Stored data
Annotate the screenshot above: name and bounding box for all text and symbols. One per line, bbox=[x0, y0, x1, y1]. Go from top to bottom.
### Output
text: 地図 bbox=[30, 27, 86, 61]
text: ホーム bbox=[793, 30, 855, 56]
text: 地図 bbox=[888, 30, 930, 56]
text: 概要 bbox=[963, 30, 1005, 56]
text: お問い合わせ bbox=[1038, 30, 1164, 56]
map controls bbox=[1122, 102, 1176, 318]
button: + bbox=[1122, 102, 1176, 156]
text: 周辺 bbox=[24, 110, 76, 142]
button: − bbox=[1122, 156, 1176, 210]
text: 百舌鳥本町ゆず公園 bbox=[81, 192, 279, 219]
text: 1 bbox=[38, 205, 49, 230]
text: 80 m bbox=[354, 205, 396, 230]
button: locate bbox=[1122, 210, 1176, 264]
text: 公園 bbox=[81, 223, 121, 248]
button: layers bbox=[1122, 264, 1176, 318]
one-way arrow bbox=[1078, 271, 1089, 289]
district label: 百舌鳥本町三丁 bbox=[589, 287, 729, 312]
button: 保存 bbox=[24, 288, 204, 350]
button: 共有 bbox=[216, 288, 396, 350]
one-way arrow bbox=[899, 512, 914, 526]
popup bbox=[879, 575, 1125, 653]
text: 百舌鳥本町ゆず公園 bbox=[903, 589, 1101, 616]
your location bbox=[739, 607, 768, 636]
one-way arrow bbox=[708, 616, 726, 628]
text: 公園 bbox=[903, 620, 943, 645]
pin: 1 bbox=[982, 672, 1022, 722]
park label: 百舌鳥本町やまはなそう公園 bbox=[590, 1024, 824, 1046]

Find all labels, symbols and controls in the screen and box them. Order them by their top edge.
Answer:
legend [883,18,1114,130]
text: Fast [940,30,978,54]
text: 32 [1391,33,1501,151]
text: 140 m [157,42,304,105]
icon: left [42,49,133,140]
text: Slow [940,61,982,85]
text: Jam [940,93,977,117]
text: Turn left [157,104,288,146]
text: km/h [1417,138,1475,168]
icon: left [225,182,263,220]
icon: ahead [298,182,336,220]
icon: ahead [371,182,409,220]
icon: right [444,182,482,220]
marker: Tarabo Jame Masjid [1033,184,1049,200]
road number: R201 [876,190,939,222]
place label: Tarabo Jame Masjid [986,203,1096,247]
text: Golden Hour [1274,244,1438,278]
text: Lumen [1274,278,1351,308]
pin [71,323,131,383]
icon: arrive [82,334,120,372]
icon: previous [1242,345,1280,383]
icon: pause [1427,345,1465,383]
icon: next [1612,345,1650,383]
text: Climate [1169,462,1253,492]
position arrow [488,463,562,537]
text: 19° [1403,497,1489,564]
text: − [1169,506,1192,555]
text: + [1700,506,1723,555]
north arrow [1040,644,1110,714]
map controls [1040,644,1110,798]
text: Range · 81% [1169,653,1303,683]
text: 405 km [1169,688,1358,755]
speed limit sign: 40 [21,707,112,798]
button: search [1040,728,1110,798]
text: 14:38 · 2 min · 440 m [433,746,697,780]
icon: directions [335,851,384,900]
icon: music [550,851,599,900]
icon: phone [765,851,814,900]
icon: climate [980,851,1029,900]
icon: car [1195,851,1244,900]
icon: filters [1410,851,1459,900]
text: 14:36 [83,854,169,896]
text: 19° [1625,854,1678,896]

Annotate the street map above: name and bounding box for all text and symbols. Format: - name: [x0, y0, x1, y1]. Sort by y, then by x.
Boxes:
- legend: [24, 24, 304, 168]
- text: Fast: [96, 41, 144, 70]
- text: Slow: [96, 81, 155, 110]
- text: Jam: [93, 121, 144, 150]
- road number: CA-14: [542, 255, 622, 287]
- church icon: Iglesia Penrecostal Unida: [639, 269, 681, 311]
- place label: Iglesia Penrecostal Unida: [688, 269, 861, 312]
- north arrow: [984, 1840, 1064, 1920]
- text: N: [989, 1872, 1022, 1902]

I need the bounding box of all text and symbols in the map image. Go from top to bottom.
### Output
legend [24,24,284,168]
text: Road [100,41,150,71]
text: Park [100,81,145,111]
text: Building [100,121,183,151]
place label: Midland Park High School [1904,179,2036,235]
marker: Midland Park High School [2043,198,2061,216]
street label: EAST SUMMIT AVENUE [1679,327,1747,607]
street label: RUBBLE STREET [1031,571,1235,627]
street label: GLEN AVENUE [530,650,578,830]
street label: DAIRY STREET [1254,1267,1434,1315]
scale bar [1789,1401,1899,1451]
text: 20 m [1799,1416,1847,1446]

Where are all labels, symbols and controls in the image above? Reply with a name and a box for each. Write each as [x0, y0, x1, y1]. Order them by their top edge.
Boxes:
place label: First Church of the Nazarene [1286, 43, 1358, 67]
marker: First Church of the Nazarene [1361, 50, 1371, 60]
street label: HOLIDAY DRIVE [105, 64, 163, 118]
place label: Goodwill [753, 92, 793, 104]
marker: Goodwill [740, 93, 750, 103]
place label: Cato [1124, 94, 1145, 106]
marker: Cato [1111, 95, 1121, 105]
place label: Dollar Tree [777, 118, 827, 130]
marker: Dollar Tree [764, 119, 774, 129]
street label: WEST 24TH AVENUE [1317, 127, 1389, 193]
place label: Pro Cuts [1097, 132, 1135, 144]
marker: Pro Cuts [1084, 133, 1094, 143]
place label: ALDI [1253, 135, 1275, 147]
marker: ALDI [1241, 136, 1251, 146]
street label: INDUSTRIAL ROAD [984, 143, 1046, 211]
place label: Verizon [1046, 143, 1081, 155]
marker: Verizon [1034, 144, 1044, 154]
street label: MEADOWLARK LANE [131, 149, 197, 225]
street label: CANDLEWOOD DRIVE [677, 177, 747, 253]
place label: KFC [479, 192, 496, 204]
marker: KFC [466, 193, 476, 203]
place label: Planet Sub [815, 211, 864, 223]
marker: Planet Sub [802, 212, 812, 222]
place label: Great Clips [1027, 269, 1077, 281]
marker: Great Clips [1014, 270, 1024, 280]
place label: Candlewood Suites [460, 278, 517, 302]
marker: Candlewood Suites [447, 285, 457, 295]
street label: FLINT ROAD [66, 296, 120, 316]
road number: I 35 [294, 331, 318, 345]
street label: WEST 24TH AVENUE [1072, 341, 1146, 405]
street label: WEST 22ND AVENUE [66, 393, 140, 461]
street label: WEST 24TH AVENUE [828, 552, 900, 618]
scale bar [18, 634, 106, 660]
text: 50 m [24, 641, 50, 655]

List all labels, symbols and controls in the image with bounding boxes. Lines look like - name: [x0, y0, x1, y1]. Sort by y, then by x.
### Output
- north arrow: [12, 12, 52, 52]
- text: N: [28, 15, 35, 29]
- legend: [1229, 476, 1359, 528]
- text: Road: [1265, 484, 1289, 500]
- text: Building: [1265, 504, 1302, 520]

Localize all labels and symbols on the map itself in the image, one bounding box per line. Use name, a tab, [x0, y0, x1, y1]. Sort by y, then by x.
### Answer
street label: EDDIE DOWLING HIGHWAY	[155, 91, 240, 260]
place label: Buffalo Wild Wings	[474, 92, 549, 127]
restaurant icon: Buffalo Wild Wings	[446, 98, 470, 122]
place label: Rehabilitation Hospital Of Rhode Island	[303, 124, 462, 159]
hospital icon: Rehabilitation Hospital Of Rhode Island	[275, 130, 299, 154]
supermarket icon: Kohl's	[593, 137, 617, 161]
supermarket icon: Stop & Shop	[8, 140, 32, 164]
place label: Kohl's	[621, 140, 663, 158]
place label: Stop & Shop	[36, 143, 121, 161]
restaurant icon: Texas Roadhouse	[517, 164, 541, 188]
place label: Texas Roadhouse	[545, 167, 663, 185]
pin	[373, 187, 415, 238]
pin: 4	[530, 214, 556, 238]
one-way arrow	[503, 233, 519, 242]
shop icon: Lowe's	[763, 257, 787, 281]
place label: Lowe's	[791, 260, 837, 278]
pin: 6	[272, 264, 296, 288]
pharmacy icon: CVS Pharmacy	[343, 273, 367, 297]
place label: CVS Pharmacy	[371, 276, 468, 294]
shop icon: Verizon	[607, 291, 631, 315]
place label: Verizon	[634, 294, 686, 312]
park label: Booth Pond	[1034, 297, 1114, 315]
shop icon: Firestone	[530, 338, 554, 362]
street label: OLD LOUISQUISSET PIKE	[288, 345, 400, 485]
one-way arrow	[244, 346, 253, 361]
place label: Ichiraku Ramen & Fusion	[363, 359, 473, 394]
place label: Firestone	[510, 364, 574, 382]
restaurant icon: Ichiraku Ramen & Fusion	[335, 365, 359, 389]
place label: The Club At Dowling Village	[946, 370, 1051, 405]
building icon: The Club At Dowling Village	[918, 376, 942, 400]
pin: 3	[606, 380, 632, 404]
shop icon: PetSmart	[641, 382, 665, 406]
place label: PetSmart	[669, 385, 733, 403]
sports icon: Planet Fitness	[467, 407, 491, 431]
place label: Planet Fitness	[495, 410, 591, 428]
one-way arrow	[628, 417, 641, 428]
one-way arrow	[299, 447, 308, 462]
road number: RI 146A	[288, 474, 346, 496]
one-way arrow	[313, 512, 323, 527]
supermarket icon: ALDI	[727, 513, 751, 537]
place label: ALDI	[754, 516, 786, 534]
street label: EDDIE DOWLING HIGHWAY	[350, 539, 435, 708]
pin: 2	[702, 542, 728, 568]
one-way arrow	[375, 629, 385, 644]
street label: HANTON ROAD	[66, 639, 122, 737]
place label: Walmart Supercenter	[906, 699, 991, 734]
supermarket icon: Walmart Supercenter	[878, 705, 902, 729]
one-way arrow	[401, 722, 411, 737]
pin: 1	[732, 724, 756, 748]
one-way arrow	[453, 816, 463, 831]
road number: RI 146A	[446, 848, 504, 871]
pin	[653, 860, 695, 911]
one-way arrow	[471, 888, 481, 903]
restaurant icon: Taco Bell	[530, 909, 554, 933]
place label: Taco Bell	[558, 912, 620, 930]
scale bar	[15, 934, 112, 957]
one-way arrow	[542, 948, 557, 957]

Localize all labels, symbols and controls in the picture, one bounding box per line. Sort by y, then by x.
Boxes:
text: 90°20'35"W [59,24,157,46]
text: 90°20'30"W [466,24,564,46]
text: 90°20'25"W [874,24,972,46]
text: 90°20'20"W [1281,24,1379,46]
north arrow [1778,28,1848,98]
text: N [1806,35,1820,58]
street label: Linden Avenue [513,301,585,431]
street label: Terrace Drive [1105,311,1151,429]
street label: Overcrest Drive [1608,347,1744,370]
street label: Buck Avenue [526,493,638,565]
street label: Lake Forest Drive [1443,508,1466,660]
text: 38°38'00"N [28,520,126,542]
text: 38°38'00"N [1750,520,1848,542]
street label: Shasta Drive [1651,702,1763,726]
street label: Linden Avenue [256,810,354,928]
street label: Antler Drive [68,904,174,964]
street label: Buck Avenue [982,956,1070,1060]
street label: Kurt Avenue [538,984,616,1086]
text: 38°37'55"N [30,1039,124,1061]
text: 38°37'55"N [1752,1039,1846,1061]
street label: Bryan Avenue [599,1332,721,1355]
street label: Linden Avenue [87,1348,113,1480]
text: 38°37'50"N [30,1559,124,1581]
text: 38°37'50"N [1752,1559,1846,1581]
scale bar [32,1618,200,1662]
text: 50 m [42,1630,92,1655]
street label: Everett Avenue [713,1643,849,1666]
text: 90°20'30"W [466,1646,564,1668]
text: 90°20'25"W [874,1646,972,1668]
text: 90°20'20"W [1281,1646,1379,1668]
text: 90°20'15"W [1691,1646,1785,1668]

TASK ITEM
Report each line in the data that holds the word "Ramen".

RESPONSE TO THE TASK
place label: Ichiraku Ramen & Fusion	[363, 359, 473, 394]
restaurant icon: Ichiraku Ramen & Fusion	[335, 365, 359, 389]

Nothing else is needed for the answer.